Numérique éducatif, travaux collaboratifs en classe, approche par compétences… Ces notions sont-elles vraiment nouvelles ? Qu’apportent concrètement les outils numériques ? Comment doivent-ils être utilisés ? Les éclairages d’André Tricot, professeur de psychologie cognitive et auteur de plusieurs ouvrages dont « Apprendre avec le numérique : mythes et réalités ».
Comment s’est développé le numérique éducatif en France ?
Bien que la crise du Covid-19 ait posé de nouvelles questions en matière de numérique dans l’apprentissage, ce sujet est ancien. Les EdTech existent en réalité depuis les débuts de l’informatique personnelle. Elles ont ensuite connu un grand envol à partir des années 1980, avec l’arrivée du multimédia, puis avec le déploiement du web, du e-learning et des LMS. Contrairement au tourisme, le monde de l’enseignement intègre l’innovation par les outils numériques au travers d’un processus progressif et lent. Ce processus a connu des effets de mode. Certains outils, comme le serious game, ont montré assez peu d’utilité. La vague des MOOC, qui ont connu un vif succès au début des années 2010, est également vite retombée. Leur usage actuel est bien plus parcimonieux. L’apparition d’un outil qui semble révolutionnaire finit toujours, dans les universités, par laisser la place à un usage correspondant à certains besoins, pour certaines personnes et dans certaines situations.
Selon vous, comment peut-on mesurer l’efficacité d’un outil numérique ?
Un outil ne doit être déployé que s’il répond à des besoins spécifiques. Par exemple, les quizz en ligne sont très utiles pour certaines disciplines qui nécessitent l’auto-évaluation et des retours immédiats et personnalisés.
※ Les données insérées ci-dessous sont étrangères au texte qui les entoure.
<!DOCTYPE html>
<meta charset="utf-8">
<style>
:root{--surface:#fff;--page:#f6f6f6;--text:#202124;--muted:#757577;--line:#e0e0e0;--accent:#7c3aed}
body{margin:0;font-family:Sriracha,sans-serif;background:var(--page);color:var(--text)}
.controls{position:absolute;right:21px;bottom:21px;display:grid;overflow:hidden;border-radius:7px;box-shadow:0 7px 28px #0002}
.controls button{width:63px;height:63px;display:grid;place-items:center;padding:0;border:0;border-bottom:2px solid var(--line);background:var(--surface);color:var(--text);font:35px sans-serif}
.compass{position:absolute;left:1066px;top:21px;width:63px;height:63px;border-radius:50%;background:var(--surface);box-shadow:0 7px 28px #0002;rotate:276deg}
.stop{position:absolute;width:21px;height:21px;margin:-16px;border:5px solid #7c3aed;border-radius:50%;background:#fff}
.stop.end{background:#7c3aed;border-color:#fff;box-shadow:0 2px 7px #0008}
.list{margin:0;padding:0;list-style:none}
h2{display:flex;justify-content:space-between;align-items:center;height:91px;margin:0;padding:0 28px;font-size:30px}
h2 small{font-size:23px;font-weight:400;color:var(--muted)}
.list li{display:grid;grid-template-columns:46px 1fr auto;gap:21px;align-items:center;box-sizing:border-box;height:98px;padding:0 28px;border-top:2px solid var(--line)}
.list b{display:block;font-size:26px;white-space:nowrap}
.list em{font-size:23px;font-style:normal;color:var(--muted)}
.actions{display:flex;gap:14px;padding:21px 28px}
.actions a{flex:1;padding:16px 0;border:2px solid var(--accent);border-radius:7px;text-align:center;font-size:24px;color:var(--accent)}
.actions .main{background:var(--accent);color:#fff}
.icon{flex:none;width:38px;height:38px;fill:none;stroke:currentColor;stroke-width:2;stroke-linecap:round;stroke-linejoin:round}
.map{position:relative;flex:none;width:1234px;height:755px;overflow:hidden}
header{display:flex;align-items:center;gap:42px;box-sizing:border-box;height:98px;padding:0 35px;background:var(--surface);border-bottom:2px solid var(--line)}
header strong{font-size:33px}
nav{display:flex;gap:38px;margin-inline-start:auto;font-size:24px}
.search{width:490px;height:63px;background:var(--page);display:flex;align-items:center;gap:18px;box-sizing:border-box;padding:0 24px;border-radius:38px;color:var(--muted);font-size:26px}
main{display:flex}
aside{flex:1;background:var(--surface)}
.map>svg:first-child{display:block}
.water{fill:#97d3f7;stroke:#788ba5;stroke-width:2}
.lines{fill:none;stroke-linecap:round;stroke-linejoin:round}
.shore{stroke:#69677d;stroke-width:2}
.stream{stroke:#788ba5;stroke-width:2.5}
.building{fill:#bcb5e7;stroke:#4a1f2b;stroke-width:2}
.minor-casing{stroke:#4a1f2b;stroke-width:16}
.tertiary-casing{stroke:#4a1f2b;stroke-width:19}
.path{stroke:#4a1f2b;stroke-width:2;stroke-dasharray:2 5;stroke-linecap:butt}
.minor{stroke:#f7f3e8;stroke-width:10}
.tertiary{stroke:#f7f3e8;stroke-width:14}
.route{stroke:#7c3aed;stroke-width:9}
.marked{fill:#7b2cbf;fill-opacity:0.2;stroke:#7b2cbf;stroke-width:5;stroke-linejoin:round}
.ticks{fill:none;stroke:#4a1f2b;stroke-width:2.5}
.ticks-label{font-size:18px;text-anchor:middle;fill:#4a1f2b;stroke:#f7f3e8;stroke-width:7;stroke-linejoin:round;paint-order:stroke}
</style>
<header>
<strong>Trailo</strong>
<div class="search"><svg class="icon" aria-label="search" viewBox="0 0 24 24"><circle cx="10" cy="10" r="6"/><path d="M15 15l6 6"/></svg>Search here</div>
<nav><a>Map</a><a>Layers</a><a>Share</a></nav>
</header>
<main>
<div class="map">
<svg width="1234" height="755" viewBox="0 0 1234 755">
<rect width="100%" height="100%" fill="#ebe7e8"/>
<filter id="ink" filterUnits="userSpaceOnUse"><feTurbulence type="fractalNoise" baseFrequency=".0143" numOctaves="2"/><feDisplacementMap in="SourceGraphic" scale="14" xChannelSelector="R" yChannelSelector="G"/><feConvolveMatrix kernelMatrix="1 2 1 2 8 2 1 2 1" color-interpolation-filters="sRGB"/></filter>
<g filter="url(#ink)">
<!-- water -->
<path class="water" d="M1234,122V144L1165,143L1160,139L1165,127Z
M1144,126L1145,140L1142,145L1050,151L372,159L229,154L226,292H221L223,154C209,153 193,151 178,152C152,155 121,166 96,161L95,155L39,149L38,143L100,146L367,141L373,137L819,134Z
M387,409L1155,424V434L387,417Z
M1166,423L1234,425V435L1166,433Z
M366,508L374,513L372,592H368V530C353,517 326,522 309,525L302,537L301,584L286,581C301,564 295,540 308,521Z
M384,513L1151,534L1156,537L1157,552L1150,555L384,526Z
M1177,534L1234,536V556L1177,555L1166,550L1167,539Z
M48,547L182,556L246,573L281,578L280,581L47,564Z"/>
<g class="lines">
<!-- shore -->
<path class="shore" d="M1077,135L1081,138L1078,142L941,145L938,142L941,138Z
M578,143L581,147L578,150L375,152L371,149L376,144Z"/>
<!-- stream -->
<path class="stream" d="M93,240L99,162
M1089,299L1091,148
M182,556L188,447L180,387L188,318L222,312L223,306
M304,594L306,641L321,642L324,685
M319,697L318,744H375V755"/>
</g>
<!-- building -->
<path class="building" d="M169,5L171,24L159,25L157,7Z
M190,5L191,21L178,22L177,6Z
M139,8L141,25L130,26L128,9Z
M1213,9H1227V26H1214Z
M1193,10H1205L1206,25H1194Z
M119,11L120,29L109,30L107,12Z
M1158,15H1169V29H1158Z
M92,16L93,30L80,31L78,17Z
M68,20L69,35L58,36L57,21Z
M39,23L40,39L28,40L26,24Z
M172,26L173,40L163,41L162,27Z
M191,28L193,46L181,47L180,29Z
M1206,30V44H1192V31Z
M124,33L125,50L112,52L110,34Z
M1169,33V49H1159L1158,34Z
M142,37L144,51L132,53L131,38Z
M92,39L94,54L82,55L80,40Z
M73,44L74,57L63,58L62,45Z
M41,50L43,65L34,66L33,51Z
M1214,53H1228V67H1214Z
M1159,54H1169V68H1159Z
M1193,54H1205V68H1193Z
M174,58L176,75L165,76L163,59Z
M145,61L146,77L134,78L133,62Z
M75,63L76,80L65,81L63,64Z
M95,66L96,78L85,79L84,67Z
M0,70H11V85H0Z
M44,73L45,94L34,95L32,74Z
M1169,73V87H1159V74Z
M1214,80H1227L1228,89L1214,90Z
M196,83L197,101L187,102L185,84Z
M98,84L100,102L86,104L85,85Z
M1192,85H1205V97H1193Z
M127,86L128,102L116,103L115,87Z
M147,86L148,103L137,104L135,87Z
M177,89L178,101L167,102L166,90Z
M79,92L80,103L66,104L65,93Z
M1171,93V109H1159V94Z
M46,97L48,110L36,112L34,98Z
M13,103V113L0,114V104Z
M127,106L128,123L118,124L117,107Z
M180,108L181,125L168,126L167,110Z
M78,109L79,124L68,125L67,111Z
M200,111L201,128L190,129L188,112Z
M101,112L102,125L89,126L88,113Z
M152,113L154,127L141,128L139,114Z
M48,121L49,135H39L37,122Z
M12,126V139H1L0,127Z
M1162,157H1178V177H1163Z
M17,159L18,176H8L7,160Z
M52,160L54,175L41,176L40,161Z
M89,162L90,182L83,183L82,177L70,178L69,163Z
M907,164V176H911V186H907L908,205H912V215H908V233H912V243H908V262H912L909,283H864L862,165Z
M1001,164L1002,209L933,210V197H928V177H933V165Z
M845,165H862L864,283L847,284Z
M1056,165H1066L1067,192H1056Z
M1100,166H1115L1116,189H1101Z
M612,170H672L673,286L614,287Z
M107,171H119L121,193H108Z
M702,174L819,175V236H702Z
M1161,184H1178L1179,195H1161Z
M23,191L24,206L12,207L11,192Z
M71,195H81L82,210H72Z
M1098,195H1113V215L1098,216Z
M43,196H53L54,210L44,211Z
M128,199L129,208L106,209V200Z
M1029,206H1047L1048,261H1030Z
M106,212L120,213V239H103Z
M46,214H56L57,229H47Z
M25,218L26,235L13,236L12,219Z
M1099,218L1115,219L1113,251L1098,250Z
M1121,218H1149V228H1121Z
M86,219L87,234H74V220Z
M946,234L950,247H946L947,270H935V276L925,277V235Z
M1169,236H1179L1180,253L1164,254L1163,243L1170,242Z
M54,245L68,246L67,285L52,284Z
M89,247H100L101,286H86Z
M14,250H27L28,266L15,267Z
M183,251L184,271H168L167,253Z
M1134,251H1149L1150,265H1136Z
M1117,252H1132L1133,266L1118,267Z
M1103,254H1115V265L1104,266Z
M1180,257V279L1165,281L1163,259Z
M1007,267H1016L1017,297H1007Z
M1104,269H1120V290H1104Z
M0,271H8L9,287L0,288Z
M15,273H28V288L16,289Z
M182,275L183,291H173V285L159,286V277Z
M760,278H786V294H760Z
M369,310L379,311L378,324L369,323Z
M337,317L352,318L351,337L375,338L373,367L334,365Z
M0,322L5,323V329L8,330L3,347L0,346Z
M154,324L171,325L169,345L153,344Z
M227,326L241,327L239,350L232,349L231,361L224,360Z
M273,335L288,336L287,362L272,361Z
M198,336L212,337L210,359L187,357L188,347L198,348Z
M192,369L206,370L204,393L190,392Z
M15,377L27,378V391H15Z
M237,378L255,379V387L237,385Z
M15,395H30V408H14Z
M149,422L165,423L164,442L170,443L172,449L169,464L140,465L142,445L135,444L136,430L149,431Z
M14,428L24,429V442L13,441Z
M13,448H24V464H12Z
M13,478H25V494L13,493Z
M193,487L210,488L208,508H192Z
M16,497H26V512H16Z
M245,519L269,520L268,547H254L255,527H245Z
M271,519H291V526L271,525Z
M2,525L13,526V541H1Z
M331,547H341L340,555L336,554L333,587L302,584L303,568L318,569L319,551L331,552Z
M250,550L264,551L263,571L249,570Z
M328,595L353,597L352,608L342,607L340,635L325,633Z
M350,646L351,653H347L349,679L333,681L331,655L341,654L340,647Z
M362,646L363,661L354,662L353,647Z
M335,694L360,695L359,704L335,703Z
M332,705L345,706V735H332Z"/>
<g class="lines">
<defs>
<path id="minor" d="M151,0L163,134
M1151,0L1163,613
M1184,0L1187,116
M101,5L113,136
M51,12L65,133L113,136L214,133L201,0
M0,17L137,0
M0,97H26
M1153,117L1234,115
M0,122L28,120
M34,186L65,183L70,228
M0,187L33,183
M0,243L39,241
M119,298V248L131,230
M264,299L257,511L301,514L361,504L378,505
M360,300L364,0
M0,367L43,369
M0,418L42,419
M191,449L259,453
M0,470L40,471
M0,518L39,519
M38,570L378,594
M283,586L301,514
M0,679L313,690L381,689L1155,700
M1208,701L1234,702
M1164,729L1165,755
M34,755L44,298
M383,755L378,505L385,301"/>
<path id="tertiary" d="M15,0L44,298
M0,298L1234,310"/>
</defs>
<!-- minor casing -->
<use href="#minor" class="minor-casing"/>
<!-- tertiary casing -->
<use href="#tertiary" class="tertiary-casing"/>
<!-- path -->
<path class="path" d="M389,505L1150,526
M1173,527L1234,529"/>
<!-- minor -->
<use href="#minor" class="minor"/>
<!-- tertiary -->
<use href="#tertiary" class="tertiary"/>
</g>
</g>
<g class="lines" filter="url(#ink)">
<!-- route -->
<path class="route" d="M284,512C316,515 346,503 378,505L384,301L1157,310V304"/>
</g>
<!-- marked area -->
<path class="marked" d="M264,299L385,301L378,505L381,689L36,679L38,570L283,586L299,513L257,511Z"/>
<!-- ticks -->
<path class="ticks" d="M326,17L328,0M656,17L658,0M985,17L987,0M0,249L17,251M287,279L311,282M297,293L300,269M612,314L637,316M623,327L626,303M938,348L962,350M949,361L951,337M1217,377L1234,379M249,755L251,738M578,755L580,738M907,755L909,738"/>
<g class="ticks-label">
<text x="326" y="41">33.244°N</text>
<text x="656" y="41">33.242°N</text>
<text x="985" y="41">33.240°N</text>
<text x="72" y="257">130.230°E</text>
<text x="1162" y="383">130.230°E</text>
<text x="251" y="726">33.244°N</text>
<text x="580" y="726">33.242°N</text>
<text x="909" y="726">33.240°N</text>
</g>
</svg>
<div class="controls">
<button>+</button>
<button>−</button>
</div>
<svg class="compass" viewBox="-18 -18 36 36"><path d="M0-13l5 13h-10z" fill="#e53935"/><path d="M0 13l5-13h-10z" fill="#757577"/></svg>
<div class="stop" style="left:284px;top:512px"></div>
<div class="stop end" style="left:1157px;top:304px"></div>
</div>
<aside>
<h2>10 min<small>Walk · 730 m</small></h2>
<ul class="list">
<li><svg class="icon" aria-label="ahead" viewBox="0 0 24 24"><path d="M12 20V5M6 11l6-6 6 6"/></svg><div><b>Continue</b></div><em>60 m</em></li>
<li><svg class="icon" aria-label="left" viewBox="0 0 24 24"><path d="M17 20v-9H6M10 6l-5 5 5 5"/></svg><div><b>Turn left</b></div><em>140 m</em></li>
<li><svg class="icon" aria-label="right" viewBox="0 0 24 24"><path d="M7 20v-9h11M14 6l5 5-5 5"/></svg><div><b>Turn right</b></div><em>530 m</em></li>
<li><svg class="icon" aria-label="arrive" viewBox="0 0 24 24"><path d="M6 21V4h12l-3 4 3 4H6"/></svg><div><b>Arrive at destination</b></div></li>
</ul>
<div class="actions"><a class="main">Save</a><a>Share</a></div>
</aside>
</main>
Leur usage doit donc s’orienter vers les apprentissages qui peuvent se réaliser par un entraînement via des systèmes de questions/réponses. C’est la même chose pour la réalité virtuelle, qui n’apporte de réels bénéfices qu’à certains modes d’apprentissage complexes (tests d’installations industrielles dangereuses, pilotage d’avions…). Une tâche comme l’écoute doit, pour sa part, être réalisée en présentiel car les interactions qui lui sont spécifiques (identifier les élèves distraits par exemple) sont impossibles à répliquer sur les plateformes de visioconférence. Il faut ainsi, technologie par technologie, identifier celle qui bénéficie réellement à l’apprentissage, selon sa nature.
Comment les enseignants peuvent-il identifier les « bons » outils ?
Le numérique ne change rien aux fondamentaux du métier d’enseignant, qui demeure axé sur la conception de la bonne pédagogie. En l’occurrence sur la définition de l’objectif de l’enseignement, de ce que les élèves devront avoir appris à la fin du cours, de la manière dont il peut leur faire franchir les étapes de l’apprentissage… Ce n’est qu’ensuite que les outils numériques prendront leur place, tout en restant subordonnés au plan pédagogique. Si l’objectif est d’apprendre aux élèves à produire une bonne rédaction, il devient utile, à un moment donné, d’utiliser un logiciel de traitement de texte. Selon ce point de vue, les enseignants doivent acquérir une grande culture technologique pour identifier le meilleur outil pédagogique. L’accompagnement des enseignants aux usages numériques prend toute son importance. Aujourd’hui, les enseignants reproduisent souvent les schémas qu’ils ont connus lorsqu’ils étaient étudiants. Les cellules d’innovation pédagogique ont pour rôle de les émanciper de ces contraintes limitantes et d’encourager le libre choix des nouvelles approches qu’ils imaginent.
Dans votre ouvrage « L’innovation pédagogique », vous analysez certaines idées reçues…
Certains concepts sont plus anciens qu’il n’y paraît. Par exemple, l’approche par compétences, qui consiste à coupler la réalisation d’une tâche et, pour y parvenir, l’utilisation d’une connaissance et des savoir-faire, existe depuis l’antiquité ! Introduire le débat et la collaboration en classe est également une pratique très ancienne. Comme l’est la pédagogie par projet, qui était pratiquée au sein de l’Académie royale d’architecture. Ces modes d’enseignement restent néanmoins excellents puisqu’ils obligent les professeurs à être précis dans la définition de leurs objectifs. De manière générale, l’enseignement intègre les mêmes tâches et a peu évolué au cours du siècle dernier. Ce qui est nouveau, c’est l’équilibre entre les tâches (comme par exemple la résolution de problèmes, qui prend désormais plus de place que l’écoute passive) et l’apparition de nouveaux outils.